Brief: Return all lines in the data where the string "small" can be found.

· · · · ·

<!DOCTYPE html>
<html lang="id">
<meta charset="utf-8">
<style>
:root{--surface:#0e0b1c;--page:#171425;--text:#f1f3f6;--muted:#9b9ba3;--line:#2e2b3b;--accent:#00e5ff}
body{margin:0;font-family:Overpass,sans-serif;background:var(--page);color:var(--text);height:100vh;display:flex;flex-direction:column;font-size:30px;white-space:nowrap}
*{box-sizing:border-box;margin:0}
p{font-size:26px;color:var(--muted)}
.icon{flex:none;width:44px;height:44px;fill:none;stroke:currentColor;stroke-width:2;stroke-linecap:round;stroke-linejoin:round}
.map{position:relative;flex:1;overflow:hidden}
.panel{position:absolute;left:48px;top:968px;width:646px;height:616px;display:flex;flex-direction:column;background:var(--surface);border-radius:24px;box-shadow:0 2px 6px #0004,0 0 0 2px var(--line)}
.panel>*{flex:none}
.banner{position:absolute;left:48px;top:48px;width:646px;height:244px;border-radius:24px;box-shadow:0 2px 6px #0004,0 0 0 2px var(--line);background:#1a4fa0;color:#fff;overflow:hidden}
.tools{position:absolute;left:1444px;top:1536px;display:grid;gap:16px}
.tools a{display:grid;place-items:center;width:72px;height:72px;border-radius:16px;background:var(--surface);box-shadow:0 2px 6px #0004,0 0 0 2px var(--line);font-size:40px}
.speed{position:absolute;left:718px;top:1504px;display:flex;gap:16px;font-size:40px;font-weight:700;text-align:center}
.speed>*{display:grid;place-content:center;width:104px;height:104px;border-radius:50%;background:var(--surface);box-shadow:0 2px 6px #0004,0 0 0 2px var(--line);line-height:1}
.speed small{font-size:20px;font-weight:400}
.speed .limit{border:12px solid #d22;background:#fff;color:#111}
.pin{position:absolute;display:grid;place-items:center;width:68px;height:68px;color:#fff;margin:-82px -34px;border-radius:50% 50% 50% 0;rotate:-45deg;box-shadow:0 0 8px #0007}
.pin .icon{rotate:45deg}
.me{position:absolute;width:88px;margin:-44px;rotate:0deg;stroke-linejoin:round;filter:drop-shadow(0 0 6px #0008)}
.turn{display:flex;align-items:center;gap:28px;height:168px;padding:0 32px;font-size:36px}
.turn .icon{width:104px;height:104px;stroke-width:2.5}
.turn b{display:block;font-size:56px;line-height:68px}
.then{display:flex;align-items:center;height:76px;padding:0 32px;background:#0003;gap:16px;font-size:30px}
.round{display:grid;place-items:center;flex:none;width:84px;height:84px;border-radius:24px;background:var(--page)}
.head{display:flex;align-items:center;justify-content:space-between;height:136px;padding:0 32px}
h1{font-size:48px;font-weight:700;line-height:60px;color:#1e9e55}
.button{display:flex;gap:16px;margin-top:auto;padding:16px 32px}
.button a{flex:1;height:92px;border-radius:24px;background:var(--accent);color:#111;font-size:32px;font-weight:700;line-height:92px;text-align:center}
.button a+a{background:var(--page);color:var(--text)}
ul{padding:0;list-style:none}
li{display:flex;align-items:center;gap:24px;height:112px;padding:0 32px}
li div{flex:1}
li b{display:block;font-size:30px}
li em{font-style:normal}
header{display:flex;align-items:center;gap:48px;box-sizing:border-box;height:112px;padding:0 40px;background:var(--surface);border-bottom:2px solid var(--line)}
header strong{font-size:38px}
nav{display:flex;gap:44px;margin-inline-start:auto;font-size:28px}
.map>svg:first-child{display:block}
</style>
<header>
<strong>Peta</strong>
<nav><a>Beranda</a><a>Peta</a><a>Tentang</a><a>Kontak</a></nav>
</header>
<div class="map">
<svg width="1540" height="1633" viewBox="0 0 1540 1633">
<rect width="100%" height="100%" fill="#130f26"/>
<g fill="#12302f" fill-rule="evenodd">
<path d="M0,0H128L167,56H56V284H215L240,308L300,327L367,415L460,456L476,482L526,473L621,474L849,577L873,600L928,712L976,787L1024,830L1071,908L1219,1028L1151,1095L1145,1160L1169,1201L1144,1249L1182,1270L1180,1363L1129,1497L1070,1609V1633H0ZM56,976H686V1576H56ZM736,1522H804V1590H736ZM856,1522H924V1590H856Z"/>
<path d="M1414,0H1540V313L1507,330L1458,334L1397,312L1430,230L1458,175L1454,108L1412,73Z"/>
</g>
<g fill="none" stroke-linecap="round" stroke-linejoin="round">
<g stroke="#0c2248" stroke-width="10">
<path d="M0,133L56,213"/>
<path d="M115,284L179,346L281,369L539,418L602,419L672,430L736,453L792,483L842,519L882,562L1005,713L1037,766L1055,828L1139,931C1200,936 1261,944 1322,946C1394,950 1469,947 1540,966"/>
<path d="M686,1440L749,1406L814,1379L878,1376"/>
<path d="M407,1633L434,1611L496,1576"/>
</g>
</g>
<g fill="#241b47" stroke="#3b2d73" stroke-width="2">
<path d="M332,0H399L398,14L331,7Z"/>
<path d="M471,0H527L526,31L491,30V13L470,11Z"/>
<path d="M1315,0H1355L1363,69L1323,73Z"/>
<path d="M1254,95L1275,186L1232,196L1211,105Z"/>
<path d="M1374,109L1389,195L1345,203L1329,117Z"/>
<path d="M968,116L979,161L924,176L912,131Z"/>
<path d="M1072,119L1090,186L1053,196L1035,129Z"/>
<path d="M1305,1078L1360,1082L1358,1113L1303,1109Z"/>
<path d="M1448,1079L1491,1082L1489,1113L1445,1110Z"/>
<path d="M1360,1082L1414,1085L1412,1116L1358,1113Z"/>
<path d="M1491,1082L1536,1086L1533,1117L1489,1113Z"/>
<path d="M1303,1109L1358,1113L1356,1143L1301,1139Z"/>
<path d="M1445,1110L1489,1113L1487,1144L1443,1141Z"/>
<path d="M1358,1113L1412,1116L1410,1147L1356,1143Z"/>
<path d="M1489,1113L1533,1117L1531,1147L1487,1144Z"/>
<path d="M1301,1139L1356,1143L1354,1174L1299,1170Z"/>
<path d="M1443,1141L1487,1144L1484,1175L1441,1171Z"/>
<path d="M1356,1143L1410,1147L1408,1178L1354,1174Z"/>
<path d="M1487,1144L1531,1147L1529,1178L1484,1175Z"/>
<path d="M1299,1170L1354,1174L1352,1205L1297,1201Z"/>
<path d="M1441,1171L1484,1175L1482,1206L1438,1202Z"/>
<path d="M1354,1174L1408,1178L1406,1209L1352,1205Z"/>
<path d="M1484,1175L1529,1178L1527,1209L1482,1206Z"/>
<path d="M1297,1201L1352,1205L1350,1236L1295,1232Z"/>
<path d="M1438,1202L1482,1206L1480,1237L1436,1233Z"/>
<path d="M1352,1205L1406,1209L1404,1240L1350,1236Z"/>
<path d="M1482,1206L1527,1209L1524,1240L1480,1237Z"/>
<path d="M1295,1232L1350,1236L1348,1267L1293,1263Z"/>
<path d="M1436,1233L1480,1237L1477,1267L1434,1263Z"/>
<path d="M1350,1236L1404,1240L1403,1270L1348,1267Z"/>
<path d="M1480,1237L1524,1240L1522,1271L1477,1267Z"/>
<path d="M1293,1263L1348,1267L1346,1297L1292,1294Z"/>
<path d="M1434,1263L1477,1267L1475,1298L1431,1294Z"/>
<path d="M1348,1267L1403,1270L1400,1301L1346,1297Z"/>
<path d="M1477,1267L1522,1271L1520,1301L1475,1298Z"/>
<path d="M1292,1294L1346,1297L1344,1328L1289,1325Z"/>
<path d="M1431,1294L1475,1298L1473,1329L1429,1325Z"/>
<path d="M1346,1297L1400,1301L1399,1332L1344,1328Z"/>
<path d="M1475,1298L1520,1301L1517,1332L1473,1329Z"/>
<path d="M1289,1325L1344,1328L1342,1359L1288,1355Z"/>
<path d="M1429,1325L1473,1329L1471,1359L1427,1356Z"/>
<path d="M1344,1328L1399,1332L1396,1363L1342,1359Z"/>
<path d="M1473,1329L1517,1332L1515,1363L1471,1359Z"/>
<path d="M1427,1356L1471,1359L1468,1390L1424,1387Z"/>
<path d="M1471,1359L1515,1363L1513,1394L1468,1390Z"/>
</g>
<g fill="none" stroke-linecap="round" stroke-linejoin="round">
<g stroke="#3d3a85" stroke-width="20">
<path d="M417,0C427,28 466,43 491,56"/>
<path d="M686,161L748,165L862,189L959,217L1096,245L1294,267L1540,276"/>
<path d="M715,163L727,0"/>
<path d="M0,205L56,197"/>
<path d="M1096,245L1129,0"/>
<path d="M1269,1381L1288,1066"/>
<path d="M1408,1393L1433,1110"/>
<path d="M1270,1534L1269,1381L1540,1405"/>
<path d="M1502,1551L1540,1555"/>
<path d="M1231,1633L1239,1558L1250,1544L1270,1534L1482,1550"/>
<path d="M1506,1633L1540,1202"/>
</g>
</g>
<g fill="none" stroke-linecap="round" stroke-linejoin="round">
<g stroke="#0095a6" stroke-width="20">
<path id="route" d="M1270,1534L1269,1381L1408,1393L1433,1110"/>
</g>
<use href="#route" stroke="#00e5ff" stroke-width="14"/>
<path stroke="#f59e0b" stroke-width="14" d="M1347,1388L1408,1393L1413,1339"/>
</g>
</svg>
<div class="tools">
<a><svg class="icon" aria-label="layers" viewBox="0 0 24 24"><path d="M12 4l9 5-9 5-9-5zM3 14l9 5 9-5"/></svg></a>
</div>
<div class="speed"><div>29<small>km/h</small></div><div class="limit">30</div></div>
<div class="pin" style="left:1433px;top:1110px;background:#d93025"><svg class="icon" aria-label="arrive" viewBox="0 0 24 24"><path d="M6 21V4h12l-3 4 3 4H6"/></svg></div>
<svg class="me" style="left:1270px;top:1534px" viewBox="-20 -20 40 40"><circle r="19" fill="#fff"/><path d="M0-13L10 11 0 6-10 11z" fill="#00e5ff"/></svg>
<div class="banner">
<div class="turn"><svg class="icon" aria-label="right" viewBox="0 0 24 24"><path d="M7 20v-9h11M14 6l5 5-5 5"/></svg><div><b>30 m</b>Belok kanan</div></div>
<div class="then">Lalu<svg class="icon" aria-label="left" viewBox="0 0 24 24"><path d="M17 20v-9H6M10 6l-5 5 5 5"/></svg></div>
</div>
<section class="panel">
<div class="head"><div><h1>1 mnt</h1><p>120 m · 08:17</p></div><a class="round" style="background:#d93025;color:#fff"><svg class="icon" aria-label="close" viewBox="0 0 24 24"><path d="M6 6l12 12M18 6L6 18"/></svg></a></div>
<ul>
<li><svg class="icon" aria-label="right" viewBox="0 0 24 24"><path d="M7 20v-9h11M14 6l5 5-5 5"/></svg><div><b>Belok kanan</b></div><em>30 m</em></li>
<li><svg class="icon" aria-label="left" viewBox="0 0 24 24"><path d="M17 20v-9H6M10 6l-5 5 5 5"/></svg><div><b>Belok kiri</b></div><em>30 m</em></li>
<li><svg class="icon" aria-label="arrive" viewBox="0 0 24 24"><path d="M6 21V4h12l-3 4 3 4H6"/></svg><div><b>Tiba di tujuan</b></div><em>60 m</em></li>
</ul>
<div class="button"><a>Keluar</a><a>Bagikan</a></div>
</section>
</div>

· · · · ·

Answer for this exercise:
.speed small{font-size:20px;font-weight:400}
<div class="speed"><div>29<small>km/h</small></div><div class="limit">30</div></div>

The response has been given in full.